Scientists are still in the dark about which dosing regime the MHRA will choose – or whether it is happy with both of them – but are confident the evidence is good enough for either to be approved. 

Professor Adrian Hill, from Oxford’s Jenner Institute, has insisted the team were fully aware of the change in doses before they checked the efficacy of the vaccine. 

He said after the difference was identified the team opted to stick with a two full-dose regimen, but still monitor the volunteers who received a half-dose. Quickly they saw the latter may have worked better.

‘There were fewer sore forearms, less people with fever and so we knew within days that it was probably the other measure that was right and indeed it is,’ he told The Times.

‘We liked it so much we carried on with it because it was safer – lower doses often are – and equally immunogenic. And there is some evidence it may be more effective.

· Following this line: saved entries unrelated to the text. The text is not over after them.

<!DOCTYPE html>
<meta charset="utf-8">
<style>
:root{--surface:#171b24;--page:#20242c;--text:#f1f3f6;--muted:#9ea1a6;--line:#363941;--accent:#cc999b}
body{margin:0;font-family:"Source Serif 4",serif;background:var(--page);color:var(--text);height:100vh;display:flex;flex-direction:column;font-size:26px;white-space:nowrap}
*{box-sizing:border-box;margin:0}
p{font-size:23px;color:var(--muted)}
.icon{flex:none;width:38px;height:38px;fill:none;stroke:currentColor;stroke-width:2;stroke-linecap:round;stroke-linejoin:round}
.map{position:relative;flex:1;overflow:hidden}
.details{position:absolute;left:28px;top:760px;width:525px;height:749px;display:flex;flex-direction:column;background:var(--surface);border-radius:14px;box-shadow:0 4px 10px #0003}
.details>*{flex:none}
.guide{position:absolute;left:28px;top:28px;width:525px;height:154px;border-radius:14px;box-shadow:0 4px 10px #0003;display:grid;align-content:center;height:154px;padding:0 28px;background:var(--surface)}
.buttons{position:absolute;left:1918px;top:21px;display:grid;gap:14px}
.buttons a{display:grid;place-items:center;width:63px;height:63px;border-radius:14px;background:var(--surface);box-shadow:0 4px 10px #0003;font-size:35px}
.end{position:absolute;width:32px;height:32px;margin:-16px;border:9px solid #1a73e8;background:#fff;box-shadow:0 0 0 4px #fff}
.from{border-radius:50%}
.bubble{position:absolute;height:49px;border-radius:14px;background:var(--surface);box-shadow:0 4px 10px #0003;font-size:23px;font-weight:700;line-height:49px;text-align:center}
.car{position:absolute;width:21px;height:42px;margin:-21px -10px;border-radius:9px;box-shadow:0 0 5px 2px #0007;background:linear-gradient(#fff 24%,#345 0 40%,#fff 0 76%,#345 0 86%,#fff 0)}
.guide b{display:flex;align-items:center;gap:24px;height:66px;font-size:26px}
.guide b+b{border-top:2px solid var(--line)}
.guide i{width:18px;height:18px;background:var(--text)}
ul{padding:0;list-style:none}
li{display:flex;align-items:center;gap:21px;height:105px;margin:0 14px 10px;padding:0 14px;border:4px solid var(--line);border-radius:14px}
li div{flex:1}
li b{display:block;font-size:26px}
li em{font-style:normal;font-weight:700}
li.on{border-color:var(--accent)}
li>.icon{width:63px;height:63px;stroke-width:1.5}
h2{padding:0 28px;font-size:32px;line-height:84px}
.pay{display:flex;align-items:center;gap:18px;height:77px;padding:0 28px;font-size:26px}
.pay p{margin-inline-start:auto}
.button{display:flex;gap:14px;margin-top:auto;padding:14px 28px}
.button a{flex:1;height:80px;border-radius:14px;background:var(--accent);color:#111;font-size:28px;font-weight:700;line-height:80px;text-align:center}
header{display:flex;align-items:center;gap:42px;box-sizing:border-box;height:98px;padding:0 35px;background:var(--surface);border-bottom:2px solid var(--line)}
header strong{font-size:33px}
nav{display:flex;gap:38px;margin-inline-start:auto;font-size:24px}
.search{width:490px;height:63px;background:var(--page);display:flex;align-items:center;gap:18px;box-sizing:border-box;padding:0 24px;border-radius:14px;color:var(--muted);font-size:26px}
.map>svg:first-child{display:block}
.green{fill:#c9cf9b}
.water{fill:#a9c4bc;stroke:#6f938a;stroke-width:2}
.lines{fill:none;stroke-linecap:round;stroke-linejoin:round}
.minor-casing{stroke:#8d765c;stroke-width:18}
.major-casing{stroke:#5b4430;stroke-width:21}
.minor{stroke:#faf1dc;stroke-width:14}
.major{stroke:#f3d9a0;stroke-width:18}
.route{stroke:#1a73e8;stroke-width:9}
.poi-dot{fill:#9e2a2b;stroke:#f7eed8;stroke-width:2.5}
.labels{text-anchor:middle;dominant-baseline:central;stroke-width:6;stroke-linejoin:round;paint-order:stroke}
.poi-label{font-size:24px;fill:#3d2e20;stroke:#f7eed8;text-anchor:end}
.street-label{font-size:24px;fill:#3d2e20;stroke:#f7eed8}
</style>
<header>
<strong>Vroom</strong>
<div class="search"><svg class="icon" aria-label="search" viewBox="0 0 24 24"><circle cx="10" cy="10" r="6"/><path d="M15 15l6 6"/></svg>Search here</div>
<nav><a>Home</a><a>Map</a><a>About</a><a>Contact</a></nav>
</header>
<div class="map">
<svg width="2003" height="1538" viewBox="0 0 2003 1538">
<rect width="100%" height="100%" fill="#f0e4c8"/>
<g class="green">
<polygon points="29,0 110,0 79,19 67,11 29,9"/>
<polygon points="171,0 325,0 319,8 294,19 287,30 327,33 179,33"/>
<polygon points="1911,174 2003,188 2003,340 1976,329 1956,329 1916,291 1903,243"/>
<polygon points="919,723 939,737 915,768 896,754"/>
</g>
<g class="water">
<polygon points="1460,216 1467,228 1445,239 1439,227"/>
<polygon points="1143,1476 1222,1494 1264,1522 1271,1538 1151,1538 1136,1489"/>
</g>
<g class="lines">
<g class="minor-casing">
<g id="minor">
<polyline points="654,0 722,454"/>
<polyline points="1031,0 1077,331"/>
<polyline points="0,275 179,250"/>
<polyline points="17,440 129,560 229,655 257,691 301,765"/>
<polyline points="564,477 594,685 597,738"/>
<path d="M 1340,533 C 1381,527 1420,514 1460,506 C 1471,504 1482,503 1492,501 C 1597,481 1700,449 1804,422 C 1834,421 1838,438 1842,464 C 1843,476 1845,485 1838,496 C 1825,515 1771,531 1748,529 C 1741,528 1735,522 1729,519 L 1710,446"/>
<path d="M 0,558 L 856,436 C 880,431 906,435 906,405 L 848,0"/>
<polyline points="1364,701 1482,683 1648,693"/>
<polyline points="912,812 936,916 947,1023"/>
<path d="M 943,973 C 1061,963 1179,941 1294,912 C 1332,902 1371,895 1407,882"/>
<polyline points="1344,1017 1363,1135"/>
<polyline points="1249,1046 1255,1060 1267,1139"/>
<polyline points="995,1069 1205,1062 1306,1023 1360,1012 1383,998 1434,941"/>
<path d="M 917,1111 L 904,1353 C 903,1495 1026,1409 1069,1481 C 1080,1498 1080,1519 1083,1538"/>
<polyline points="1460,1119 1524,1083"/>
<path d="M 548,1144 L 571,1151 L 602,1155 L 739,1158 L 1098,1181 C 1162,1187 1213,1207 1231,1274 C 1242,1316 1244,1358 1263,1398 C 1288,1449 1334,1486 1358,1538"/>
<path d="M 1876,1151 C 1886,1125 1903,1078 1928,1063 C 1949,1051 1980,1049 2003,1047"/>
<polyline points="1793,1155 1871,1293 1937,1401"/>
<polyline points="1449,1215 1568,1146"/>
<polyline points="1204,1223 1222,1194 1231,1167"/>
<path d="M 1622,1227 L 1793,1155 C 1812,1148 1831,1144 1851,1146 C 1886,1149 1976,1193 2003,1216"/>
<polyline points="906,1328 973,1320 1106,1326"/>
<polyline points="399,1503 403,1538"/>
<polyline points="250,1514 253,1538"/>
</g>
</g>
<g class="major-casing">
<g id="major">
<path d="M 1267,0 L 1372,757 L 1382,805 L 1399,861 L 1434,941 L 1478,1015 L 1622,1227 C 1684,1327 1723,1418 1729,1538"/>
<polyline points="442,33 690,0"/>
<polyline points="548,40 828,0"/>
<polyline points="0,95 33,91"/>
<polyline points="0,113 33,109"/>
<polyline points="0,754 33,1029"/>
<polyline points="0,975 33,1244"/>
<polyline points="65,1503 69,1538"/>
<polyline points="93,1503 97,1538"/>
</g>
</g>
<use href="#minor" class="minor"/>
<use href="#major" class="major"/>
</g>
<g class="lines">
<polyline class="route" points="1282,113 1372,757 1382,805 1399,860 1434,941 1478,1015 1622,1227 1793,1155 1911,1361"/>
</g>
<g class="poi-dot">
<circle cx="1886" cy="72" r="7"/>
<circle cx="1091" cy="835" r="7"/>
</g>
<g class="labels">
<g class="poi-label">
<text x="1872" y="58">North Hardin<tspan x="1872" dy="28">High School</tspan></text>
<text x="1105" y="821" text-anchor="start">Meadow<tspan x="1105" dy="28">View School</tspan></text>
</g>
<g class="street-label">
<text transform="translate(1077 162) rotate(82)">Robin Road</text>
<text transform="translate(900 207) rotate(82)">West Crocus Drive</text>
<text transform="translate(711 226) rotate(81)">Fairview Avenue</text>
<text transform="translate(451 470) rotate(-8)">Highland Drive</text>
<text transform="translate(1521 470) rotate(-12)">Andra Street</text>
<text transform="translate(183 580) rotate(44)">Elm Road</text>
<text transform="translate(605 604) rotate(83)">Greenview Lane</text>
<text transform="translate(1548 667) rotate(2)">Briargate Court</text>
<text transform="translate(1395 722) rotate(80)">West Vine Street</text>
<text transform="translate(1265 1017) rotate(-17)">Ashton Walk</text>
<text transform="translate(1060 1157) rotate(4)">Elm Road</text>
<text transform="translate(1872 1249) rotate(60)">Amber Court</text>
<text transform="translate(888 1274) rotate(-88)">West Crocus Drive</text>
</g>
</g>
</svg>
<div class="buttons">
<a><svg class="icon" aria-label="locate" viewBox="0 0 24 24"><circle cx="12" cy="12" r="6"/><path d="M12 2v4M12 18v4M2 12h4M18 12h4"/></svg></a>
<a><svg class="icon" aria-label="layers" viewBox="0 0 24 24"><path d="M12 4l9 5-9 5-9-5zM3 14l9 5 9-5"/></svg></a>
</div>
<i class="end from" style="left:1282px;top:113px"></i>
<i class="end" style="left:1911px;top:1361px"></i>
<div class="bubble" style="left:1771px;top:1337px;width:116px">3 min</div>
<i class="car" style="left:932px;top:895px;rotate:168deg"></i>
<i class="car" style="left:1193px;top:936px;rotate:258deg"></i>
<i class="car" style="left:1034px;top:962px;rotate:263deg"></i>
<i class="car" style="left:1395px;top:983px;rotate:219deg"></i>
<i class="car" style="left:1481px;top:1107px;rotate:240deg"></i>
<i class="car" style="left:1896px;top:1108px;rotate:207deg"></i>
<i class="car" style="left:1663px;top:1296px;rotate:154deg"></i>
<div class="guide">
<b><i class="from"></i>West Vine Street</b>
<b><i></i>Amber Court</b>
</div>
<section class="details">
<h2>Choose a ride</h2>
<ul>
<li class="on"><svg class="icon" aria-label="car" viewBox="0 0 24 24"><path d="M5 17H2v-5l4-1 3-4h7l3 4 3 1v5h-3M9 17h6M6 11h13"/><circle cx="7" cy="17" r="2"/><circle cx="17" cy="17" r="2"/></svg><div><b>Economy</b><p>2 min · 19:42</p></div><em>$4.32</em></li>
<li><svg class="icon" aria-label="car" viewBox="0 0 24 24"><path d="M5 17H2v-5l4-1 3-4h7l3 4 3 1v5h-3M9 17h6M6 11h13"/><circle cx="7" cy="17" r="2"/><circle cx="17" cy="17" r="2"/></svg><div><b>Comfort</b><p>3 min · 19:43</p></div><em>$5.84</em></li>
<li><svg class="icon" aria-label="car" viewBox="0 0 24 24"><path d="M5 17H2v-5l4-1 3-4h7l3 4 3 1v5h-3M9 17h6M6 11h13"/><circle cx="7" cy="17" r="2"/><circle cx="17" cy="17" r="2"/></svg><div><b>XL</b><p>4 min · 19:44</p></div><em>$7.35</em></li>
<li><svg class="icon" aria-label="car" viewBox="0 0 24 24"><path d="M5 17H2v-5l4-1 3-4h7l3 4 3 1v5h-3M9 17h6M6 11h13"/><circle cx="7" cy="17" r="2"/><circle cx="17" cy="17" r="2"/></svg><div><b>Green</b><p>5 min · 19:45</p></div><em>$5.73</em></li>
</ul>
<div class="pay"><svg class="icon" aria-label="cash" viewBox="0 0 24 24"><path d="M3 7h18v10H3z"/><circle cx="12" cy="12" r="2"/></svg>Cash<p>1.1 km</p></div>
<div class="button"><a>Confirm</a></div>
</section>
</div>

So what’s not to like?’ 

The head of biopharmaceutical research at AstraZeneca, the company manufacturing and distributing Oxford’s jab,  has described it as a ‘lucky accident’. 

 Dr Mene Pangalos told Reuters: ‘The reason we had the half dose is serendipity.’

Dr Pangalos said researchers were confused when they noticed volunteers in the vaccine group were reporting much milder side effects, such as fatigue, headaches and arm aches, than they originally predicted.  

He said: ‘So we went back and checked … and we found out that they had underpredicted the dose of the vaccine by half.’

‘That, in essence, is how we stumbled upon doing half dose-full dose (group),’ he added. ‘Yes, it was a mistake.’

AstraZeneca has said the 62 per cent effectiveness seen in people who received two full doses of the jab was good enough to hit regulators’s standards around the world.

And Oxford’s own scientists suggest they expect approval for the original two-dose regimen before the end of this year, which could later be adapted to the more effective combination if data proves it is better.

Professor Andrew Pollard, director of the Oxford Vaccine Group, told MailOnline he expects the MHRA to approve the two-dose regimen. 

He said: ‘Everything strongly supports the strategy agreed with the regulators to use two full doses.

‘[Data from the half-dose group] is all supporting data that adds to the vaccine working. It’s great news that, however you look at the data, the vaccine is working.

‘It’s all very supportive of the vaccine meeting regulatory requirements.’